Start of Extracted records

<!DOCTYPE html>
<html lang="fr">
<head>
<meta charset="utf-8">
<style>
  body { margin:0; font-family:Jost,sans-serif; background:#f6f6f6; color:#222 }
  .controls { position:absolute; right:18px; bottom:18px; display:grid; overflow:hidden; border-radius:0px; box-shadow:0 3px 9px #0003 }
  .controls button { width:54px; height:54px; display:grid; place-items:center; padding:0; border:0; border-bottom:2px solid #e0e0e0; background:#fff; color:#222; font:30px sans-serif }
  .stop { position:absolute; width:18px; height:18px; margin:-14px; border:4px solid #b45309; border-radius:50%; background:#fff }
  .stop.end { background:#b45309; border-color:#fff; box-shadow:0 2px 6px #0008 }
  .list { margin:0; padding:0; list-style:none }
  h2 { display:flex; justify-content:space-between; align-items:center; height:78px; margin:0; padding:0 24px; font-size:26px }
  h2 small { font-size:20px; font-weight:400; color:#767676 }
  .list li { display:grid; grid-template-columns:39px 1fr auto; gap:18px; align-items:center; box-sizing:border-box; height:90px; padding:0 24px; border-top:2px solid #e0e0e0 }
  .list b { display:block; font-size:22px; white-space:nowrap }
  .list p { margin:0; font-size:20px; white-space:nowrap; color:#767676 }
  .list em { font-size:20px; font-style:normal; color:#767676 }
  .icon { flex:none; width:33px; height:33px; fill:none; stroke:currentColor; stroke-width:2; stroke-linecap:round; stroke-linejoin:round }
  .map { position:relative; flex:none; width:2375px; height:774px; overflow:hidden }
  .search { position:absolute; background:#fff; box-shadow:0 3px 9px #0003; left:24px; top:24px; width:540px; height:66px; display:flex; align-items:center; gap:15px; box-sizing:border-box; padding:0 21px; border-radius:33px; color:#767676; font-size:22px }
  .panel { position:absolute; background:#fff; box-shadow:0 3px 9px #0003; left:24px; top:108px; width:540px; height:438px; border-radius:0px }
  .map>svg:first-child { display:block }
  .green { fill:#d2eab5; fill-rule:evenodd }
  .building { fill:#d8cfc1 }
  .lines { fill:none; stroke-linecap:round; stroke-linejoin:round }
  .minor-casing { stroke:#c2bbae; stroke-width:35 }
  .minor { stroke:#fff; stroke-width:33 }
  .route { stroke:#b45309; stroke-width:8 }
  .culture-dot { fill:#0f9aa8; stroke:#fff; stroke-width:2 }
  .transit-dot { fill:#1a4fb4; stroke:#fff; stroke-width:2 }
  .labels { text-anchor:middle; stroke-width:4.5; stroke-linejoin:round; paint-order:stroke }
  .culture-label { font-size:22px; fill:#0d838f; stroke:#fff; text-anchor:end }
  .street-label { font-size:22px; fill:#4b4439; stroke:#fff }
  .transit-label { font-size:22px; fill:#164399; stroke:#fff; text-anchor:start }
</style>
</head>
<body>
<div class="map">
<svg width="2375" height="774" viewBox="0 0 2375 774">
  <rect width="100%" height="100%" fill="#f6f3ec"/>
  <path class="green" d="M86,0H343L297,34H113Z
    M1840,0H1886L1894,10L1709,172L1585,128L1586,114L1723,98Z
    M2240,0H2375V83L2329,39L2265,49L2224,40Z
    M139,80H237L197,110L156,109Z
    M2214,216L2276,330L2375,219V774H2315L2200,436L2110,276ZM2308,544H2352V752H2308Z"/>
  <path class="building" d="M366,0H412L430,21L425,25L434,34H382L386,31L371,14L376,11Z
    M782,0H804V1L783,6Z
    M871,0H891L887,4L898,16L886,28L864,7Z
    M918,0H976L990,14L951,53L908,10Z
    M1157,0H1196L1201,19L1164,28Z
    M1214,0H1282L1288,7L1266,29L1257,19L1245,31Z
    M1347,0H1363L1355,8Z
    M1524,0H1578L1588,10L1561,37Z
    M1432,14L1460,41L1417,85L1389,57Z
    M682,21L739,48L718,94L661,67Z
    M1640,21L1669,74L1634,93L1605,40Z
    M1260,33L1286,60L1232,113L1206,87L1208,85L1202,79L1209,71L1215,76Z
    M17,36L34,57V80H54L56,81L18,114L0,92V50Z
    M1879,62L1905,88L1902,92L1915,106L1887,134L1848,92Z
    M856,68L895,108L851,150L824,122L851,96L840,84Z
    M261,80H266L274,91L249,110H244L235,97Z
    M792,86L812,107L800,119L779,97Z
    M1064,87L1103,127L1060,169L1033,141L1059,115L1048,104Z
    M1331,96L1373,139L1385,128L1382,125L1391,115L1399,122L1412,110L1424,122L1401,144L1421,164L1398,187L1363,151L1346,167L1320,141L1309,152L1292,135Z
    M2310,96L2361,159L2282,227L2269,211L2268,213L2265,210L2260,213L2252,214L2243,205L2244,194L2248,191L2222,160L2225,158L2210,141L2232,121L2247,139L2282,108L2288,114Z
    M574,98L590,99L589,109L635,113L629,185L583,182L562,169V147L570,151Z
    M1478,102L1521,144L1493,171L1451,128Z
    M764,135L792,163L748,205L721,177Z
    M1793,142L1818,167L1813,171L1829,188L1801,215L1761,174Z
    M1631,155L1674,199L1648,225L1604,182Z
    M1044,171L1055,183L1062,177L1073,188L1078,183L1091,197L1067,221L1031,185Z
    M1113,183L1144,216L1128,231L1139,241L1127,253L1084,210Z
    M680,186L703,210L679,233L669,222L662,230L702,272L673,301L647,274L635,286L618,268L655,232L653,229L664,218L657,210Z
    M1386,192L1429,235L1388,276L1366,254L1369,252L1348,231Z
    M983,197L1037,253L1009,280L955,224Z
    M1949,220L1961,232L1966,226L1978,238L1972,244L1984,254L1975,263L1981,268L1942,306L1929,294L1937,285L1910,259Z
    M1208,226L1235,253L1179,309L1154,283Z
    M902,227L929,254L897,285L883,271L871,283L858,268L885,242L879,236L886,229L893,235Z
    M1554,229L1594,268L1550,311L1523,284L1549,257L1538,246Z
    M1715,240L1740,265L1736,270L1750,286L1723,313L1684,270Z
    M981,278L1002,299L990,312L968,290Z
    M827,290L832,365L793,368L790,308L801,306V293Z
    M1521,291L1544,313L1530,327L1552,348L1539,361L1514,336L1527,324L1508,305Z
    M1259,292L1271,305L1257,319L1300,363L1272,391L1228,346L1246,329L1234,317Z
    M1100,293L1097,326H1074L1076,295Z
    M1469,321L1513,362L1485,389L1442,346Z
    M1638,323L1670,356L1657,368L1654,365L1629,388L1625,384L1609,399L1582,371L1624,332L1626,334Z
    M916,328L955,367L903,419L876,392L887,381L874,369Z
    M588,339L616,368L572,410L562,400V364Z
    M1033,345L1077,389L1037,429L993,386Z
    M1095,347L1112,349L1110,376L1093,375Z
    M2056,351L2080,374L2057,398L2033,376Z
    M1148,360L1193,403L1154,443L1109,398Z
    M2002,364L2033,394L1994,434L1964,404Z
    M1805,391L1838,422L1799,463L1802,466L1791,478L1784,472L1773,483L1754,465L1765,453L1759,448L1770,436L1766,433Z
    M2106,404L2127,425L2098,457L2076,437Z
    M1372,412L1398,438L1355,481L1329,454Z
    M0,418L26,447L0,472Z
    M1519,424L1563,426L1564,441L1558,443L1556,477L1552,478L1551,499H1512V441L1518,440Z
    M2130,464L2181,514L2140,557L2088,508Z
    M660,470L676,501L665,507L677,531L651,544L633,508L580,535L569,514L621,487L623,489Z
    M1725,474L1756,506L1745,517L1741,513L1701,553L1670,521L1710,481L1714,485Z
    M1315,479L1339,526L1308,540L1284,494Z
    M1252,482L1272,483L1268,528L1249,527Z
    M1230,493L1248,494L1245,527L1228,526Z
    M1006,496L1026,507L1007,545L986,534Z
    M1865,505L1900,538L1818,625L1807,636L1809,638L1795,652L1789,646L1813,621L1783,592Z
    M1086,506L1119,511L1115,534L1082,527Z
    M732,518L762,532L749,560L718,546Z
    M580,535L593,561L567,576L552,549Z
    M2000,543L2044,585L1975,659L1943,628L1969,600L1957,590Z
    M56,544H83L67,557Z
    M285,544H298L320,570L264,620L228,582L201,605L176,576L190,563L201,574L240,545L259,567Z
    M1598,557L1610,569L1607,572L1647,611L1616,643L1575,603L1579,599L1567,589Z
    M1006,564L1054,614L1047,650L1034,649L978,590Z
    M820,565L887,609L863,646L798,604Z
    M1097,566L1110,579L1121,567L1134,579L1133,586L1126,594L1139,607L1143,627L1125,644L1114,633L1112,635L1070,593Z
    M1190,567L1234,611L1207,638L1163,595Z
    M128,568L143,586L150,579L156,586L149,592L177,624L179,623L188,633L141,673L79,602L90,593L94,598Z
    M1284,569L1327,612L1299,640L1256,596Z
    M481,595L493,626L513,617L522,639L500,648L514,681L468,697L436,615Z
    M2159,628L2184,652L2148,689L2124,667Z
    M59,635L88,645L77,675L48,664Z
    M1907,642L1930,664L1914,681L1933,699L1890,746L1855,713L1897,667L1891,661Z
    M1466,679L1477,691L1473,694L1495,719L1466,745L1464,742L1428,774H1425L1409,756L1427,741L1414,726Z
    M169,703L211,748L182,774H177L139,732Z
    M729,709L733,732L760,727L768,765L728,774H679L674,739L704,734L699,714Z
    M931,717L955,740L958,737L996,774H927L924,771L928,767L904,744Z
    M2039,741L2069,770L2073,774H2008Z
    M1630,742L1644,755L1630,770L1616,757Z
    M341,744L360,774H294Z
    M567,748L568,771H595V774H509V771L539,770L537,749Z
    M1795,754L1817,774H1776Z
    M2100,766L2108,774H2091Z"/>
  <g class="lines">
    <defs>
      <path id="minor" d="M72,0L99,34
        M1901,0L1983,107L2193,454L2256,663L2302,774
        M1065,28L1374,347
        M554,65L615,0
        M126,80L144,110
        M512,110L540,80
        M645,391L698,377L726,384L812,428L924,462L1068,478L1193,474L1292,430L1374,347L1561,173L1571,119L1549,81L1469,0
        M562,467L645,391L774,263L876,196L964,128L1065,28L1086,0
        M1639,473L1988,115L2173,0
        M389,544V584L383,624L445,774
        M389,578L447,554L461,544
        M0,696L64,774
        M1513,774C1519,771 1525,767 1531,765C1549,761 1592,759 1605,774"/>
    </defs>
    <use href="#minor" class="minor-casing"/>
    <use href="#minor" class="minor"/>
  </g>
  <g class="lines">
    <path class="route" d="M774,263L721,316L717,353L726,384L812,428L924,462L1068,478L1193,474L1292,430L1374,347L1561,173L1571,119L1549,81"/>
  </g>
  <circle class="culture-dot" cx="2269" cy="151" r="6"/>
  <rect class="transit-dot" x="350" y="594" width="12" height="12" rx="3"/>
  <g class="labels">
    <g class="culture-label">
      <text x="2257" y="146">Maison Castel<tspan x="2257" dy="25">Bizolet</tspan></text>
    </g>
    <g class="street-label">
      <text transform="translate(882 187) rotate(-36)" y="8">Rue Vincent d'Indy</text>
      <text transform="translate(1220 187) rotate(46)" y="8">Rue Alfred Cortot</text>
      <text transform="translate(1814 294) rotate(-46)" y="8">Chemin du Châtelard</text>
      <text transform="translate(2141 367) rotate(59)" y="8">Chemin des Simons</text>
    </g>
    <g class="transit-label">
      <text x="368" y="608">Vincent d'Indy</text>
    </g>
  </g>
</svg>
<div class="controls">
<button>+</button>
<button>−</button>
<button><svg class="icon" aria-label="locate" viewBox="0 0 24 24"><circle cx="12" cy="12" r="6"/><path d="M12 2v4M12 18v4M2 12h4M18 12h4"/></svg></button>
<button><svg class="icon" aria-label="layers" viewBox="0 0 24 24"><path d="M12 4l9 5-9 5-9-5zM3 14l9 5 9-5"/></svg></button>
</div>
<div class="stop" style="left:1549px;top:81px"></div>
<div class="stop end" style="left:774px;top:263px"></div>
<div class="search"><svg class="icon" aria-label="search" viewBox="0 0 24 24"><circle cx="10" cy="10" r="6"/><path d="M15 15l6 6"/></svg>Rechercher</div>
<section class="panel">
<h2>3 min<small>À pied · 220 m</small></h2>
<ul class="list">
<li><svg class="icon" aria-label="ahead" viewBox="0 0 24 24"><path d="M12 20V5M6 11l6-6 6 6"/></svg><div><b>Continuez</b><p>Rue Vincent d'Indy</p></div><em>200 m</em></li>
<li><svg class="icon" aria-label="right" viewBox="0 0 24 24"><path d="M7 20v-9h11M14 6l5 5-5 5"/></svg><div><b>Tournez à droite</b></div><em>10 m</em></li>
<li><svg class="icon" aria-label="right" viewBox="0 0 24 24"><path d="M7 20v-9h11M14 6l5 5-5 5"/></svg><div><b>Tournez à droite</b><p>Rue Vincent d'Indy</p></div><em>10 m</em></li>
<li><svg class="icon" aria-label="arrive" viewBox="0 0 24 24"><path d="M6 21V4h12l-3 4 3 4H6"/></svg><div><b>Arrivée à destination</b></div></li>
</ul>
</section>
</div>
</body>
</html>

End of Extracted records

> _Your goal_
Across the entries above, tally every line that includes the string "list", then state only the count.

> _Answer to the problem_
6